How to solve 403 error in scrapy

Add the following script on your settings.py file. This works well if you are combining selenium with scrapy

headers = {'User-Agent': 'Mozilla/5.0 (X11; Linux x86_64; rv:48.0) Gecko/20100101 Firefox/48.0'}

Like Avihoo Mamka mentioned in the comment you need to provide some extra request headers to not get rejected by this website.

In this case it seems to just be the User-Agent header. By default scrapy identifies itself with user agent "Scrapy/{version}(+http://scrapy.org)". Some websites might reject this for one reason or another.

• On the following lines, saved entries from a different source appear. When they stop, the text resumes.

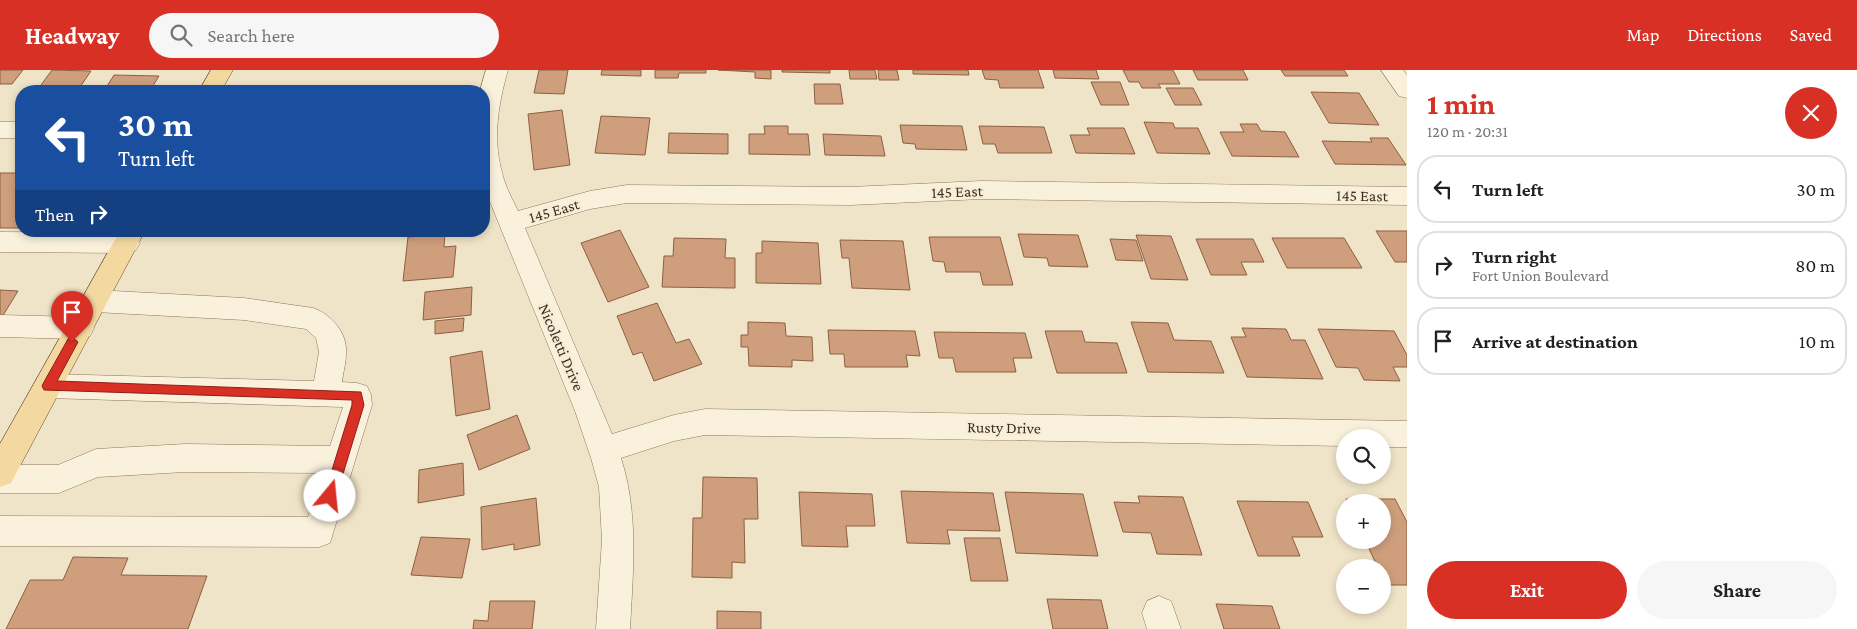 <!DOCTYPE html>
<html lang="en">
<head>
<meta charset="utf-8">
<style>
  :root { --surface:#fff; --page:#f6f6f6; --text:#202124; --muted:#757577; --line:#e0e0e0; --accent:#d93025 }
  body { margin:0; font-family:"Crimson Pro",serif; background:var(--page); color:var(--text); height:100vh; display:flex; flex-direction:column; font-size:19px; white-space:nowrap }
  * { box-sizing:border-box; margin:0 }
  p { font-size:16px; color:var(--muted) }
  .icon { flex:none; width:28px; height:28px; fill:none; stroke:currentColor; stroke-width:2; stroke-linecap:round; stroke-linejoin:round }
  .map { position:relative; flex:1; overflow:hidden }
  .sheet { display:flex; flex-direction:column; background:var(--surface); width:450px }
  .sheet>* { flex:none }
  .guide { position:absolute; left:15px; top:15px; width:475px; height:152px; border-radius:20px; box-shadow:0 2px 8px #0003; background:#1a4fa0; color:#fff; overflow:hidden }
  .controls { position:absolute; left:1336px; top:359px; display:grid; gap:10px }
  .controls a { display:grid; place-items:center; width:55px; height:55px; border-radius:50%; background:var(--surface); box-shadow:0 2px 8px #0003; font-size:25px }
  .pin { position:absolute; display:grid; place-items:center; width:42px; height:42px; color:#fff; margin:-51px -21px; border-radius:50% 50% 50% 0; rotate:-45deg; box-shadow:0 0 5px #0007 }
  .pin .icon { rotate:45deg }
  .me { position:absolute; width:55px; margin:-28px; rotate:17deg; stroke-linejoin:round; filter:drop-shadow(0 0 4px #0008) }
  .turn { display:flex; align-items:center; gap:18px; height:105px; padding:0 20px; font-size:22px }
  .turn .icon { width:65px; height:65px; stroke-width:2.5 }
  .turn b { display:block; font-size:35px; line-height:42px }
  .then { display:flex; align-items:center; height:48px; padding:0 20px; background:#0003; gap:10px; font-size:19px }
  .round { display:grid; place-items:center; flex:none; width:52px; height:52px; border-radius:26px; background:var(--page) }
  .overview { display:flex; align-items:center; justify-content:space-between; height:85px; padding:0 20px }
  h1 { font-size:30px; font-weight:700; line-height:38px; color:var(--accent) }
  .cta { display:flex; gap:10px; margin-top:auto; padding:10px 20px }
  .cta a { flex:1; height:58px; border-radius:30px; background:var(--accent); color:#fff; font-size:20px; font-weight:700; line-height:58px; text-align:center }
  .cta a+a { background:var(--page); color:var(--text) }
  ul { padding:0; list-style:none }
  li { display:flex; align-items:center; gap:15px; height:68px; margin:0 10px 8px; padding:0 10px; border:2px solid var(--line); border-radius:20px }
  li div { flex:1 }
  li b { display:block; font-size:19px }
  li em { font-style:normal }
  header { display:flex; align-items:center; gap:30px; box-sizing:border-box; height:70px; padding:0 25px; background:var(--accent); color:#fff }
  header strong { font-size:24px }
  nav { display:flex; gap:28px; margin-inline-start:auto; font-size:18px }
  .search { width:350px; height:45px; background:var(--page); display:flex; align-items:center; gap:12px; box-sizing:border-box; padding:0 18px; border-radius:28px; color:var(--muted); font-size:19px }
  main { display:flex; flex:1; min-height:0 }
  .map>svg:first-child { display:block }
  .building { fill:#cf9f7d; stroke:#8d5f41 }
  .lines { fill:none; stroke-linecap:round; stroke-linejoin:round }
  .minor-casing { stroke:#8d765c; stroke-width:1 }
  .major-casing { stroke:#5b4430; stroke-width:1 }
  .minor { fill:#faf1dc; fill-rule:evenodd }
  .major { fill:#f3d9a0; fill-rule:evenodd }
  .route { fill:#d93025; stroke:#8d1f18 }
  .labels { text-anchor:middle; stroke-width:5; stroke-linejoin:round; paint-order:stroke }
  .street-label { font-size:16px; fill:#3d2e20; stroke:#f7eed8 }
</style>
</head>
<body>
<header>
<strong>Headway</strong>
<div class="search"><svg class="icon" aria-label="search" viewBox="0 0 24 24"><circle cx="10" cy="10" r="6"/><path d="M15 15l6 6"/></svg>Search here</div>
<nav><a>Map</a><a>Directions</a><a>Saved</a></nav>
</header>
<main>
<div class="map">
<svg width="1407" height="559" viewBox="0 0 1407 559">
  <rect width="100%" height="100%" fill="#f0e4c8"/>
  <g class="building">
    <polygon points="0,0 23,0 12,14 0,14"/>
    <polygon points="52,0 91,1 78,20 38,19"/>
    <polygon points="539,0 568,0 564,24 534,23"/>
    <polygon points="602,0 641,0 641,6 601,5"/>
    <polygon points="655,0 706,0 706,3 679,3 678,8 655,8"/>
    <polygon points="718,0 771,0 771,9 755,8 755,2"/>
    <polygon points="782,0 830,0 830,3 782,2"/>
    <polygon points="849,0 875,0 877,9 850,9"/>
    <polygon points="878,0 897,0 899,10 879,10"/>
    <polygon points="913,0 968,0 969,5 913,4"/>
    <polygon points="982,0 1038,0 1044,18 1000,18 998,10 985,9"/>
    <polygon points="1053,0 1096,0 1099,9 1055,8"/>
    <polygon points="1123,0 1173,0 1180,14 1158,14 1161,18 1142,18 1139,12 1129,12"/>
    <polygon points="1193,0 1243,0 1248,10 1198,10"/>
    <polygon points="1281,0 1344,0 1348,6 1285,6"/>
    <polygon points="114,5 159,6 151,19 144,19 143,21 104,21"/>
    <polygon points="1091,12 1120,12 1129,35 1101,35"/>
    <polygon points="814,14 840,14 843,34 815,34"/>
    <polygon points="1166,18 1193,18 1202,35 1175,35"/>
    <polygon points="1311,22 1359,23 1379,55 1329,53"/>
    <polygon points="562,40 570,95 534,100 528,44"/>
    <polygon points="601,46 650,48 645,85 595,83"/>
    <polygon points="1144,52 1173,53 1175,58 1198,58 1210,84 1157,83"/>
    <polygon points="1240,54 1257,54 1261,61 1285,62 1299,87 1232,86 1220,62 1244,62"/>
    <polygon points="900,55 962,56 967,80 916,79 915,74 903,73"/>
    <polygon points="764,56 788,56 788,64 808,64 810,85 749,84 749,64 765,64"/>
    <polygon points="979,56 1044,57 1052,83 998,83 995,74 983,74"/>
    <polygon points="1087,58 1124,58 1135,84 1076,83 1070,65 1090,65"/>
    <polygon points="669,63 728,64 728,84 668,83"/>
    <polygon points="823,64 881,66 885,86 825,85"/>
    <polygon points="1370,68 1388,68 1406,95 1335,94 1322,71 1372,72"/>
    <rect x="0" y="103" width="21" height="55"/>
    <polygon points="620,160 649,217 608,232 581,173"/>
    <polygon points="1376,161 1407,161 1407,192 1395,192"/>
    <polygon points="445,164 444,177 456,176 453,207 403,211 408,167"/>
    <polygon points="1018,164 1078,165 1088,197 1049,196 1047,188 1024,187"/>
    <polygon points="1136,165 1171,166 1188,210 1151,209"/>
    <polygon points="929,167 1000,167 1013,215 983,215 980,202 946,202 944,192 933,191"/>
    <polygon points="674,168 726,169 725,188 735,188 735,218 662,217 664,186 673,186"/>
    <polygon points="1272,168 1344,168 1362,198 1287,198"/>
    <polygon points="1110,169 1136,170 1143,191 1116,190"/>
    <polygon points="1196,169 1253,169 1264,192 1241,192 1247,205 1211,205"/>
    <polygon points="840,170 903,171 910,220 852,218 849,188 842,188"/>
    <polygon points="762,171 818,173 821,214 756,213 756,183 762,183"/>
    <polygon points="472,217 471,245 423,250 425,222"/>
    <polygon points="0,220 18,221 2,247 0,247"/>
    <polygon points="657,233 676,273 689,269 702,294 654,311 642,282 633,285 617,246"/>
    <polygon points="464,248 463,261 435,264 435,251"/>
    <polygon points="748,252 785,253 786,266 812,267 813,291 792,290 792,297 749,296 748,277 741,277 741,265 748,265"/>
    <polygon points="1131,252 1168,253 1174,270 1211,271 1224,303 1148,302"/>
    <polygon points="1242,258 1286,259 1291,270 1305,270 1323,309 1247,307 1231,267 1246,267"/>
    <polygon points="1318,259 1394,261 1407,285 1407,297 1393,297 1400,311 1364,310 1358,298 1336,297"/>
    <polygon points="828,260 915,261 920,286 906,285 908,297 845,297 844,284 830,284"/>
    <polygon points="1045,261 1082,261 1085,272 1117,273 1127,303 1057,303"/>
    <polygon points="934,262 1025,263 1032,288 1013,288 1016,302 956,302 953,288 939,288"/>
    <polygon points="482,281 490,339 456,346 450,287"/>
    <polygon points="517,345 530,379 479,400 467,365"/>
    <polygon points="463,393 464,425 418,433 419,400"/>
    <polygon points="703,407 757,408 758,449 744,449 745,493 732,492 732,508 692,507 693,448 702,448"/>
    <polygon points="901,421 993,423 1000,461 947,460 950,474 907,473"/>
    <polygon points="799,422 872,424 875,456 846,456 848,477 802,476"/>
    <polygon points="1005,422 1083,424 1098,486 1016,483"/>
    <polygon points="1138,426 1183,427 1202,485 1157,484 1151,463 1123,462 1114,432 1140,433"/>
    <polygon points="536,428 540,475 514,480 514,474 482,480 481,437"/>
    <polygon points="1346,429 1395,429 1407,452 1407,515 1386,515 1382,508 1382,498 1378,498 1365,470 1382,470 1382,432 1347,432"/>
    <polygon points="1237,431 1308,432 1323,467 1292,467 1300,486 1258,486"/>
    <polygon points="421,467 470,469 462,508 411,505"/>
    <polygon points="964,468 1000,468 1008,511 971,511"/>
    <polygon points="73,487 128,488 121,505 207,506 188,559 6,559 30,510 63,510"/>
    <polygon points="1047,529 1101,530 1108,559 1053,559"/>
    <polygon points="490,531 535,531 532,559 473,559 474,550 488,551"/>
    <polygon points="1216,534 1272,536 1280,559 1224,559"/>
    <polygon points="717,541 761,542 761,559 717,559"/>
  </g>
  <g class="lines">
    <g class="minor-casing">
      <g id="minor">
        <path d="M486,0h22c-10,35 -16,70 -5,106 3,12 10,24 15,35l72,-20 37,-6 223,2 131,-6 426,6v18l-426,-6 -131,6 -223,-2 -37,6 -65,19 87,206 62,-19 31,-6 702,12v26h-25v-9h-37v8l-640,-11 -31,6 -53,17c18,56 12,114 9,171h-34l6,-89 -3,-53 -8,-29 -16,-47 -91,-224v-96h-4z"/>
        <polygon points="1381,0 1403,0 1407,5 1407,28 1399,26"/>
        <rect x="0" y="52" width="21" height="16"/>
        <polygon points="0,162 127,163 136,166 140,173 136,180 127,183 0,182"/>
        <path d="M95,220l149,8 69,10c18,6 35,25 33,46 0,9 -3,19 -4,28l15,1 10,3 4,9 1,10 -42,138 -11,4 -319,-1v-30l308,1 14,-44 -137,-1 -87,5 -39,16h-59v-28h58l38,-16 89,-5 145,2 13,-39 -295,-9 -10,-3 -4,-9 4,-9 10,-3 266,7 5,-29 -3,-14 -10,-9 -62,-9 -149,-8 -9,-3 -4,-8 4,-8z"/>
        <polygon points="0,245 80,247 90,250 94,258 90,266 80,269 0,267"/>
        <polygon points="1159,526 1171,531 1181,559 1147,559 1142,543 1147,531"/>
      </g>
    </g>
    <g class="major-casing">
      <g id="major">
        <polygon points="211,0 233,0 221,21 199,21"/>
        <polygon points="120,161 145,161 11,413 0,417 0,374"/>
      </g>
    </g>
    <use href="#minor" class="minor"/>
    <use href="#major" class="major"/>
  </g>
  <polygon class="route" points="72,267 78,272 57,311 361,322 364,335 335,430 330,432 326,430 324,426 352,335 352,330 44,320 42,316 44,312 68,269"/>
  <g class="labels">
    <g class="street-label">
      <text transform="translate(957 121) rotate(-2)" y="6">145 East</text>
      <text transform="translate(1362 125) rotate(1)" y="6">145 East</text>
      <text transform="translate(554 140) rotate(-16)" y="6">145 East</text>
      <text transform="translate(562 277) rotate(67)" y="6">Nicoletti Drive</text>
      <text transform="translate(1004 357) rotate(1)" y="6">Rusty Drive</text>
    </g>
  </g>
</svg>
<div class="controls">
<a><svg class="icon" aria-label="search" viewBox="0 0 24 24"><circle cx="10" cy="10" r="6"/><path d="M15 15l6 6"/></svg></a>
<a>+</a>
<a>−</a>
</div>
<div class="pin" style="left:72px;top:272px;background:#d93025"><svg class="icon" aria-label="arrive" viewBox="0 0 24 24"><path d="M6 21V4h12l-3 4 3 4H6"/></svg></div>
<svg class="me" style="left:330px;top:426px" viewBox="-20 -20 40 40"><circle r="19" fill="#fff"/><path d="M0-13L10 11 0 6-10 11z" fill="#d93025"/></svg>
<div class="guide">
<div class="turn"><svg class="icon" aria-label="left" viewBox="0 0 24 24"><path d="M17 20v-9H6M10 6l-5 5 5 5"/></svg><div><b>30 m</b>Turn left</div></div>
<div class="then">Then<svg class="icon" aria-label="right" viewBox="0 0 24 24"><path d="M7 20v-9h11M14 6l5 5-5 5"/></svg></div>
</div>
</div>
<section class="sheet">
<div class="overview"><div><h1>1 min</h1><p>120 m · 20:31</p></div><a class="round" style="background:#d93025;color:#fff"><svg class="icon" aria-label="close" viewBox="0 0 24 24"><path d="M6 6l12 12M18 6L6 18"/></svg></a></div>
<ul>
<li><svg class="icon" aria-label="left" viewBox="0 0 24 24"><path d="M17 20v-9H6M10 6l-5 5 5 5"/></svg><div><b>Turn left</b></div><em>30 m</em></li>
<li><svg class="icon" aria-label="right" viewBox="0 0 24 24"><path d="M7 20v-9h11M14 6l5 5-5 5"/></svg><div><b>Turn right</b><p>Fort Union Boulevard</p></div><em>80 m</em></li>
<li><svg class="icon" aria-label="arrive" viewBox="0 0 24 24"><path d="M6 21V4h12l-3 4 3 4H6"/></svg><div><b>Arrive at destination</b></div><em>10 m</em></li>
</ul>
<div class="cta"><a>Exit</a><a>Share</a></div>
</section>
</main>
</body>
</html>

To avoid this just set headers parameter of your Request with a common user agent string:

headers = {'User-Agent': 'Mozilla/5.0 (X11; Linux x86_64; rv:48.0) Gecko/20100101 Firefox/48.0'}
yield Request(url, headers=headers)

You can find a huge list of user-agents here, though you should stick with popular web-browser ones like Firefox, Chrome etc. for the best results

You can implement it to work with your spiders start_urls too:

class MySpider(scrapy.Spider):
    name = "myspider"
    start_urls = (
        'http://scrapy.org',
    )

    def start_requests(self):
        headers= {'User-Agent': 'Mozilla/5.0 (X11; Linux x86_64; rv:48.0) Gecko/20100101 Firefox/48.0'}
        for url in self.start_urls:
            yield Request(url, headers=headers)

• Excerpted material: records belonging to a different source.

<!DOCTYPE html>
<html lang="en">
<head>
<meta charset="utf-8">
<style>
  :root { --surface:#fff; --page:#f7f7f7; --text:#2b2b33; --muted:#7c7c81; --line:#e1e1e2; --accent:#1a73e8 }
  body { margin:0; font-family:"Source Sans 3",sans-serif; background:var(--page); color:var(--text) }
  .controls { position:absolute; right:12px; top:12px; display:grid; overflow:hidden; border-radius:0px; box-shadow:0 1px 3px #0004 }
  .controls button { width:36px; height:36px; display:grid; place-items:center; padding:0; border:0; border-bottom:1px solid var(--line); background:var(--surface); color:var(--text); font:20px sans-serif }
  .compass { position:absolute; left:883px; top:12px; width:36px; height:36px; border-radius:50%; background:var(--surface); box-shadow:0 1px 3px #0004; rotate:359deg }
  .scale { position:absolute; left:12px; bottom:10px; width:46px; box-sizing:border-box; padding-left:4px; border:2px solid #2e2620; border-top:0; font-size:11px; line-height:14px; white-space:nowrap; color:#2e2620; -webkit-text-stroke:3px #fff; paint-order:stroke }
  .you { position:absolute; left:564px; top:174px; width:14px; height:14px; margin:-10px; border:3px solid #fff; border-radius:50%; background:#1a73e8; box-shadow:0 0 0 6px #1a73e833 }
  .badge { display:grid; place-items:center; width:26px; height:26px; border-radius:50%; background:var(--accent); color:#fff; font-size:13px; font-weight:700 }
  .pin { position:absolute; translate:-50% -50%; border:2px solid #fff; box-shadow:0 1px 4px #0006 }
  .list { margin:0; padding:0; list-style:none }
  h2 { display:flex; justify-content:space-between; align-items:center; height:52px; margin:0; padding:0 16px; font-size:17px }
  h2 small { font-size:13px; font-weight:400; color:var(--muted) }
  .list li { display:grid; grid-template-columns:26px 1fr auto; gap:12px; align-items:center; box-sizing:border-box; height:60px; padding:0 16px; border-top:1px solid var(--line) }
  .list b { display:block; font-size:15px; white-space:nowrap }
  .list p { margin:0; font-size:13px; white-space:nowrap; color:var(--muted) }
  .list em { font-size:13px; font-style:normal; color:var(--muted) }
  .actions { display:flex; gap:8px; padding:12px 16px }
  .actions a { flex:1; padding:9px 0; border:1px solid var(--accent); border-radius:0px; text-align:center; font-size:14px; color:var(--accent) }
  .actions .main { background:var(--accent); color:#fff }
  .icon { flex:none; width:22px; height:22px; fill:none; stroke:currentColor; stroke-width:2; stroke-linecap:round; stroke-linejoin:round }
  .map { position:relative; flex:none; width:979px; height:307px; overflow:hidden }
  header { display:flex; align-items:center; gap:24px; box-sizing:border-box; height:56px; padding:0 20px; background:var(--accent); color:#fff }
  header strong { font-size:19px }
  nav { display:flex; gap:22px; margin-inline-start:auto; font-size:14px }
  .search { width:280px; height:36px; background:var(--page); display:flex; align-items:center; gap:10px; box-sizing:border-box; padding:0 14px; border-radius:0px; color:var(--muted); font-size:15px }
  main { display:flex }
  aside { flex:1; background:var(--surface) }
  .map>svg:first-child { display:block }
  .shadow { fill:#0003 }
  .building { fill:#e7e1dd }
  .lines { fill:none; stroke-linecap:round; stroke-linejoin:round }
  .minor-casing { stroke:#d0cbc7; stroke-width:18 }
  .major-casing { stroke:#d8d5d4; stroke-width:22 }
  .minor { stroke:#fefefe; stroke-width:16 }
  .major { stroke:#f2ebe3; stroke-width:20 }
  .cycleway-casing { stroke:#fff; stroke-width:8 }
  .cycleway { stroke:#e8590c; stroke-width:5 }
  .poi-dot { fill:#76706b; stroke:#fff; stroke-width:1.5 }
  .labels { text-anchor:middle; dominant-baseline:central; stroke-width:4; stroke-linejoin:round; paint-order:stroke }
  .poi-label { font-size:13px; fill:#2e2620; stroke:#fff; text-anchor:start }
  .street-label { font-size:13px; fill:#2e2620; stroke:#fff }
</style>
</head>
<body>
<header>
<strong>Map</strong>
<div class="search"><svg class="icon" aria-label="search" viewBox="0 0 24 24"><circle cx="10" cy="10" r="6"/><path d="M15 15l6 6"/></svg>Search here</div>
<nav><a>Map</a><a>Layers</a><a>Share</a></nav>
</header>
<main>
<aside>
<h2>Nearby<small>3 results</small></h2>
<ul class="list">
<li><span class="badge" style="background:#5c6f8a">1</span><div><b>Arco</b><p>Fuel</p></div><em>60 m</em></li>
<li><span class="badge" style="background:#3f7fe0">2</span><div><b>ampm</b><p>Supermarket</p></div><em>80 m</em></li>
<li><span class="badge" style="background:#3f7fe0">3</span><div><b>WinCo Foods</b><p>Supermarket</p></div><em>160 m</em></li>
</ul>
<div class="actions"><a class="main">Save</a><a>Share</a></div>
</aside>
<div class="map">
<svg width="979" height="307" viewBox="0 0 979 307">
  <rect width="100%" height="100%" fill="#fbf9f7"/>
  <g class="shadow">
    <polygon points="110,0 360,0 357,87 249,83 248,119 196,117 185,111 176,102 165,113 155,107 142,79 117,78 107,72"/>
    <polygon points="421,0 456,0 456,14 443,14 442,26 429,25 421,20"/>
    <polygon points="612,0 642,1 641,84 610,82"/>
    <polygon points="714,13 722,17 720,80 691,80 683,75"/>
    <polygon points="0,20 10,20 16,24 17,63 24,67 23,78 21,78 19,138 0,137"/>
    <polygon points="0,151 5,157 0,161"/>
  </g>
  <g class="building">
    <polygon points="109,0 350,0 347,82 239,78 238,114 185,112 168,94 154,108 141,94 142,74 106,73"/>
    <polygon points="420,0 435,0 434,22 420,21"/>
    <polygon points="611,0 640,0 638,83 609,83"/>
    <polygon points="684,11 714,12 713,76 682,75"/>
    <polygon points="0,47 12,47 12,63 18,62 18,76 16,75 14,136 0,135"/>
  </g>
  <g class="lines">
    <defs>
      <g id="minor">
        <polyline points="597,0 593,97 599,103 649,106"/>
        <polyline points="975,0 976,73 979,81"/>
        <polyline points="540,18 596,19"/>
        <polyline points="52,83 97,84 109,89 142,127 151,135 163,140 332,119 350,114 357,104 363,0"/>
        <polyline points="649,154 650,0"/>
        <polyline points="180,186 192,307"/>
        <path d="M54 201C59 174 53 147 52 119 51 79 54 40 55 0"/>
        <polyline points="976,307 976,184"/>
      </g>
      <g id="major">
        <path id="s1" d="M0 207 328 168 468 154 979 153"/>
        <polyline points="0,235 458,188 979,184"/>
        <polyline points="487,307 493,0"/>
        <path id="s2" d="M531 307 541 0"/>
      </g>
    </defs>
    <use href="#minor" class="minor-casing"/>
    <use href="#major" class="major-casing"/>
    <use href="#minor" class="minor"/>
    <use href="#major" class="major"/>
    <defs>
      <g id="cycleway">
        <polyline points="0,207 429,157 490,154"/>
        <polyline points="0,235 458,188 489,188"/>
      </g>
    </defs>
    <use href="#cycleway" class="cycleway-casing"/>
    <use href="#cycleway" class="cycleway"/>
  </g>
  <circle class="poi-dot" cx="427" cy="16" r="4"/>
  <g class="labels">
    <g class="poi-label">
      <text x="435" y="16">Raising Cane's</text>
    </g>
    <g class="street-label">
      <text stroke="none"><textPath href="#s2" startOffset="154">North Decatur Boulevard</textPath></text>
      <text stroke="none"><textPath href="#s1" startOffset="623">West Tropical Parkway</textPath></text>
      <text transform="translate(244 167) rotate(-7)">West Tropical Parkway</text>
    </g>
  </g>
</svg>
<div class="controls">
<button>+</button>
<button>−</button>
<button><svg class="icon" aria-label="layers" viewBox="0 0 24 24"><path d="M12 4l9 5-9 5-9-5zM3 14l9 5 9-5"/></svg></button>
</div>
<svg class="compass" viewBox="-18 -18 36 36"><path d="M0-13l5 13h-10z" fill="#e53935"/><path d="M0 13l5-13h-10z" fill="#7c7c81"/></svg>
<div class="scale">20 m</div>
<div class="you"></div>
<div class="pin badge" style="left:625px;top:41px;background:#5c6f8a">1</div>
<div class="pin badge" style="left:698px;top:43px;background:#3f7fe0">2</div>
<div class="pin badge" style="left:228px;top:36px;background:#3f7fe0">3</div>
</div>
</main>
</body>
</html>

I just needed to get my shell to work and run some quick tests so Granitosaurus's solution was a bit overkill for me.

I literally just went to the settings.py where you'll find mostly everything is commented out. In like line 16-17 or something you'll find something like this...

# Crawl responsibly by identifying yourself (and your website) on the user-agent
#USER_AGENT = 'exercise01part01 (+http://www.yourdomain.com)'

You just need uncomment it and replace it with any user agent like 'Mozilla/5.0 (X11; Linux x86_64; rv:48.0) Gecko/20100101 Firefox/48.0'

You can find a list of them here https://www.useragentstring.com/pages/useragentstring.php[][1]

So it'll look something like this...

# Crawl responsibly by identifying yourself (and your website) on the user-agent
USER_AGENT = 'Mozilla/5.0 (X11; Linux x86_64; rv:48.0) Gecko/20100101 Firefox/48.0'

You'll definitely want to rotate user agents if you want to make a make a large-scale crawler. But I just needed to get my scrapy shell to work and make some quick tests without getting that pesky 403 error so this one-liner sufficed. It was nice because I did not need to make a fancy function or anything.

Happy scrapy-ing

Note: PLEASE make sure you are in the same directory as settings.py when you run scrapy shell in order to utilize the changes you just made. It does not work if you are in a parent directory.